Fine-Tuning Raisebore Stability Assessments and Risk

CIM Montreal 2011
Benjamin Matthew Coombes, Warren Arthur Peck, Max Frank Lee,
Abstract In Australia, raiseboring is the preferred option for constructing ventilation shafts. The trend has been to larger diameter, longer single-pass shafts reamed through to the surface, if possible. Hence the risk of failure due to latent ground conditions has been increasing, as has the need for more reliable raise stability assessments.
The McCracken and Stacey (1989) method of assessing geotechnical risk for large-diameter raisebored shafts by assigning a Raise Stability Ratio (RSR) has been the basis for most Australian pre-construction raisebore feasibility studies for the past 20 years. McCracken and Stacey (M&S) provided a chart that quantifies geotechnical risk in terms of proposed shaft diameter and a raisebore rock mass quality index Qr.
Peck and Lee (2007) published an initial Australian database of raise performance for a range of geological settings including porphyry copper, high grade metamorphic and sediment hosted base metal deposits.
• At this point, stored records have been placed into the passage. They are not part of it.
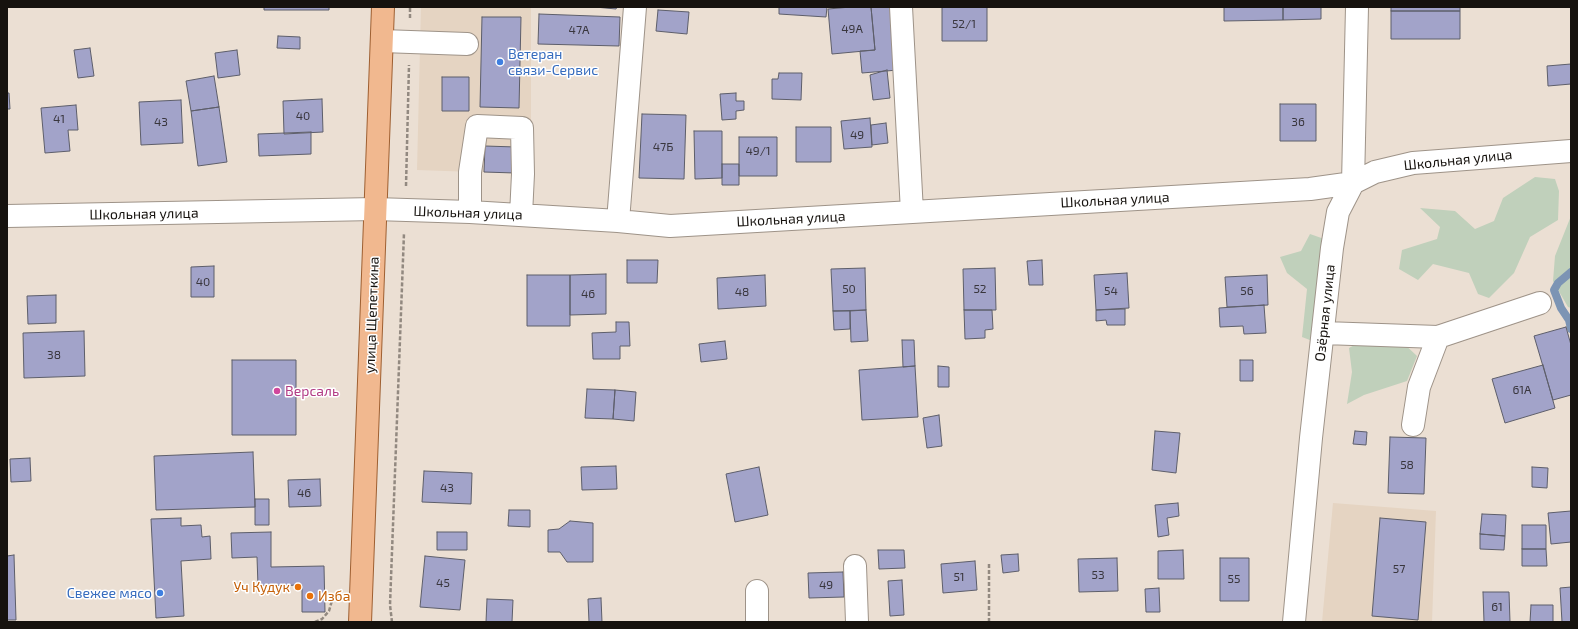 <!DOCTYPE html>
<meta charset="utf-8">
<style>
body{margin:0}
#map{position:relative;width:1578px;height:629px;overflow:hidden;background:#ebdfd3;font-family:"Exo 2",sans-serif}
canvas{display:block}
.frame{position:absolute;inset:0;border:8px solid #16120e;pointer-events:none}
</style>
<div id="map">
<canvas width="1578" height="629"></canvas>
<div class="frame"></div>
</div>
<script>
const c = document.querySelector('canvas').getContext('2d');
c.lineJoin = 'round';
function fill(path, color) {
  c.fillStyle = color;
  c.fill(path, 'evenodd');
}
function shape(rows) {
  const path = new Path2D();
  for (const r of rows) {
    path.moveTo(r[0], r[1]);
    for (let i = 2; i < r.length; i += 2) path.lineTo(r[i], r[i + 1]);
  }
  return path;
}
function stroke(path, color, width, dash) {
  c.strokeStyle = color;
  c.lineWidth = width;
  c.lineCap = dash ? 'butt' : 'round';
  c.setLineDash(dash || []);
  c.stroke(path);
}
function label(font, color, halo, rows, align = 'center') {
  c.font = font + ' "Exo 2",sans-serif';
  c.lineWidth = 3;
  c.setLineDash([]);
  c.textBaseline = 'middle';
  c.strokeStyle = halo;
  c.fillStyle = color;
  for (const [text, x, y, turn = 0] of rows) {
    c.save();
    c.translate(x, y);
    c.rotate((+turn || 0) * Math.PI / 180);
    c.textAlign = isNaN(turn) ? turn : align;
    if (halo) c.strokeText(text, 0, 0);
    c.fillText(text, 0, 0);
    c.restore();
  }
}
fill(shape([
 [421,7,531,7,531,174,417,170],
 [1333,503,1436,511,1432,622,1322,622]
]), '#e5d4c2');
fill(shape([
 [1535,177,1555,179,1559,191,1558,220,1530,237,1514,273,1489,298,1478,294,1469,273,1433,264,1418,280,1399,269,1402,250,1437,239,1440,227,1420,208,1455,211,1475,229,1494,221,1503,198],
 [1571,216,1571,308,1568,307,1553,281,1555,256],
 [1310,234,1330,241,1315,342,1302,337,1307,289,1287,273,1280,257,1301,251],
 [1367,338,1400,340,1417,356,1407,381,1364,395,1347,404,1352,372,1349,348]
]), '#c0d0bb');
stroke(shape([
 [1571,272,1558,283,1554,290,1561,308,1569,320,1571,329]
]), '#7c94b4', 8);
const building = shape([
 [264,7,329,7,329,10,264,10,264,7],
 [595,7,617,7,616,9,595,7],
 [779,7,827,7,826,17,779,14,779,7],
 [851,7,871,7,875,50,832,54,828,9,851,7],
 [871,7,892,7,898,70,862,73,860,51,875,50,871,7],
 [942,7,987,7,987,41,942,41,942,7],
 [1224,7,1283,7,1283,20,1224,21,1224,7],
 [1283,7,1321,7,1321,19,1283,20,1283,7],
 [1391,7,1460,7,1460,11,1391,11,1391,7],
 [658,10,689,12,687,34,656,31,658,10],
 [1391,11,1460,11,1460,39,1391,39,1391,11],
 [539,14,620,17,619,46,538,44,539,14],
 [482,17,521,17,519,108,480,107,482,17],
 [278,36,300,37,300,49,277,48,278,36],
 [90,48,94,76,78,78,74,50,90,48],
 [237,50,240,75,218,78,215,53,237,50],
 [1571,64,1571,84,1548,86,1547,66,1571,64],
 [887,70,890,98,873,100,870,75,887,70],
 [779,73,802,73,801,100,772,99,772,79,778,79,779,73],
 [214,76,219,107,191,111,186,81,214,76],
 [442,77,469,77,469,111,442,111,442,77],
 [7,93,9,93,10,109,7,109,7,93],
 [736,93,736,101,744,101,744,110,736,111,736,119,722,120,720,94,736,93],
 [322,99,323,132,284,134,283,101,322,99],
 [181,100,183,143,141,145,139,102,181,100],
 [1280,104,1316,104,1316,141,1280,141,1280,104],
 [76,105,78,130,68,130,70,151,45,153,41,108,76,105],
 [219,107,227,162,198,166,191,111,219,107],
 [642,114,686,115,684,179,639,178,642,114],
 [870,118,872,147,844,149,841,121,870,118],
 [886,123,888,143,872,145,871,125,886,123],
 [796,127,831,127,831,162,796,162,796,127],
 [694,131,722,131,722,178,695,179,694,131],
 [311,132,311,154,259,156,258,134,311,132],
 [739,137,777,137,777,176,739,176,739,137],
 [485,146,516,147,515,173,484,172,485,146],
 [722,164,739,164,739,185,722,185,722,164],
 [627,260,658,260,657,283,627,283,627,260],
 [1042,260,1043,285,1029,285,1027,261,1042,260],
 [214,266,214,297,191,297,191,267,214,266],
 [865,268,866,310,833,311,831,269,865,268],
 [995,268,996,310,964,310,963,269,995,268],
 [1127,273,1129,308,1096,310,1094,275,1127,273],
 [606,274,606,314,570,315,570,275,606,274],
 [527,275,570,275,570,326,527,326,527,275],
 [765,275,766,306,718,309,717,278,765,275],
 [1267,275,1268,305,1227,307,1225,277,1267,275],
 [56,295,56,323,28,324,27,296,56,295],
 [1264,305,1266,333,1244,334,1243,326,1220,327,1219,308,1264,305],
 [1125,309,1125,325,1107,325,1106,320,1096,321,1096,310,1125,309],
 [866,310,868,341,851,342,850,311,866,310],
 [964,310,992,310,993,329,985,330,985,338,965,339,964,310],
 [833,311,850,311,850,329,834,330,833,311],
 [616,322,629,322,630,346,620,346,620,359,593,359,592,333,616,332,616,322],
 [1566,327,1571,345,1571,395,1553,400,1534,336,1566,327],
 [84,331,85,376,24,378,23,333,84,331],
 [902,340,914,340,915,366,903,367,902,340],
 [725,341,727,359,701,362,699,344,725,341],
 [232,360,296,360,296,435,232,435,232,360],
 [1240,360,1253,360,1253,381,1240,381,1240,360],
 [1543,365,1555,408,1505,423,1492,379,1543,365],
 [915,366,918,417,862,420,859,370,915,366],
 [938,366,949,367,949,387,938,387,938,366],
 [587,389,615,390,613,419,585,418,587,389],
 [615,390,636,392,634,421,613,419,615,390],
 [939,415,942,446,927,448,923,418,939,415],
 [1155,431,1180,433,1176,473,1152,470,1155,431],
 [1355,431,1367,432,1366,445,1353,444,1355,431],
 [1390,437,1426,438,1424,494,1388,493,1390,437],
 [253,452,255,507,156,510,154,456,253,452],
 [30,458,31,481,11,482,10,459,30,458],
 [616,466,617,489,582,490,581,467,616,466],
 [759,467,768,515,735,522,726,474,759,467],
 [1532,467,1548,468,1547,488,1532,487,1532,467],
 [424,471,472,473,471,504,422,502,424,471],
 [320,479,321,506,289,507,288,480,320,479],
 [255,499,269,499,269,525,255,525,255,499],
 [1178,503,1179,516,1167,518,1169,535,1158,537,1155,505,1178,503],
 [509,510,530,510,530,527,508,526,509,510],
 [1571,511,1571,542,1551,544,1548,513,1571,511],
 [1482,514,1506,515,1505,536,1480,534,1482,514],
 [181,518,181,526,201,525,202,537,210,536,211,559,181,561,184,616,156,618,151,519,181,518],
 [1380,518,1426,522,1418,620,1372,616,1380,518],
 [570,521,593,523,593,562,567,562,560,552,548,552,548,530,559,529,570,521],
 [1522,525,1546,525,1546,549,1522,549,1522,525],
 [271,532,271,567,324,566,325,612,302,612,302,585,258,586,257,557,232,558,231,533,271,532],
 [437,532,467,532,467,550,437,550,437,532],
 [1480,534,1505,536,1504,550,1480,549,1480,534],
 [1522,549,1546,549,1547,566,1522,566,1522,549],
 [878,550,904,550,905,568,879,569,878,550],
 [1183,550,1184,579,1158,579,1158,551,1183,550],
 [1018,554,1019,571,1003,573,1001,555,1018,554],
 [14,555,16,620,7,620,7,556,14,555],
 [425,556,465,560,460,610,420,607,425,556],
 [1117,558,1118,591,1079,592,1078,559,1117,558],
 [1220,558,1249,558,1249,601,1220,601,1220,558],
 [975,561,977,590,943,593,941,564,975,561],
 [843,572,844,597,809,598,808,573,843,572],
 [902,580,904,615,890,616,888,581,902,580],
 [1571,587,1571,622,1562,622,1560,588,1571,587],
 [1159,588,1160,612,1146,612,1145,589,1159,588],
 [1483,592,1509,592,1510,622,1484,622,1483,592],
 [601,598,602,622,589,622,588,599,601,598],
 [487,599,513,600,512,622,486,622,487,599],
 [1531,605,1553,605,1553,622,1530,622,1531,605]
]);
fill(building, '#a2a3c9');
stroke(building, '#5d5e6a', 1);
const minor = shape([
 [901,7,912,212],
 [382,41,467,44],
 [470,212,470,172,477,126,522,128,523,174,521,215],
 [7,216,375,209,470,212,618,221,670,226,1310,189,1353,183,1375,172,1413,163,1571,151],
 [618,221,635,7],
 [1324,333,1438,337,1540,303],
 [1413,425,1419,387,1438,337],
 [855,566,857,622],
 [757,591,757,622],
 [1294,622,1311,438,1332,248,1338,212,1353,183,1357,7]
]);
const major = shape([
 [360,622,383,7]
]);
stroke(minor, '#9e9388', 24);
stroke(major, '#9e5f31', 24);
stroke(shape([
 [410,18,410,7],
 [406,186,409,65],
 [989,564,989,622],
 [315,622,322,619,329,611,333,597,336,598],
 [392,622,390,605,404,233]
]), '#928980', 2.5, [4, 2]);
stroke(minor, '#fff', 22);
stroke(major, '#f1b88f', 22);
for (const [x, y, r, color] of [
 [500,62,4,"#3f7fe0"],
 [277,391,4,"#d1479c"],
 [298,587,4,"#e8710a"],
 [160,593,4,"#3f7fe0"],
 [310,596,4,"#e8710a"]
]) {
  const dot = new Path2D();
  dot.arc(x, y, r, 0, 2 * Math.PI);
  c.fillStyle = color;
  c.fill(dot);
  stroke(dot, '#fff', 1.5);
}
label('12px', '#39363d', null, [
 ["52/1",964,24],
 ["49А",852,29],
 ["47А",579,30],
 ["40",303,116],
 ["41",59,119],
 ["43",161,122],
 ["36",1298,122],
 ["49",857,135],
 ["47Б",663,147],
 ["49/1",758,151],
 ["40",203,282],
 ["50",849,289],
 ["52",980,289],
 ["54",1111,291],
 ["56",1247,291],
 ["48",742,292],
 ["46",588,294],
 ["38",54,355],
 ["61А",1522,390],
 ["58",1407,465],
 ["43",447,488],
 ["46",304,493],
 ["57",1399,569],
 ["53",1098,575],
 ["51",959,577],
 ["55",1234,579],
 ["45",443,583],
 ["49",826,585],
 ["61",1497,607]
]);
label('14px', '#366cbe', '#fff', [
 ["Ветеран",508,54],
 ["связи-Сервис",508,70],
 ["Свежее мясо",152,593,"right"]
], 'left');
label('14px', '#16120e', '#fff', [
 ["Школьная улица",1458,160,-6],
 ["Школьная улица",1115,200,-3],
 ["Школьная улица",468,213,2],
 ["Школьная улица",144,214,-1],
 ["Школьная улица",791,219,-3],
 ["Озёрная улица",1325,313,-84],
 ["улица Щепеткина",372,315,-88]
]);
label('14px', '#b23c85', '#fff', [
 ["Версаль",285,391]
], 'left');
label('14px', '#c56008', '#fff', [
 ["Уч Кудук",290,587],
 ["Изба",318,596,"left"]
], 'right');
</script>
This paper examines raise diameter and ground conditions versus raise performance for 50 cases. When RSR = 3.0, M&S considered that there was a probability of failure of 25%. The Australian database suggests that, for an RSR of 2.7 to 3.5, 25% of raises have, in fact, failed. A further 25% displayed significant overbreak, 8% required support such as remotely sprayed fibrecrete and 42% were stable.
This paper investigates the reasons for this variable raise performance for similar RSR values. For all raises, three key geotechnical parameters, RQD/Jn, Jr/Ja and Jw/SRF were investigated to assess their impact on raise performance. Seven representative case histories are presented to illustrate the papers conclusions.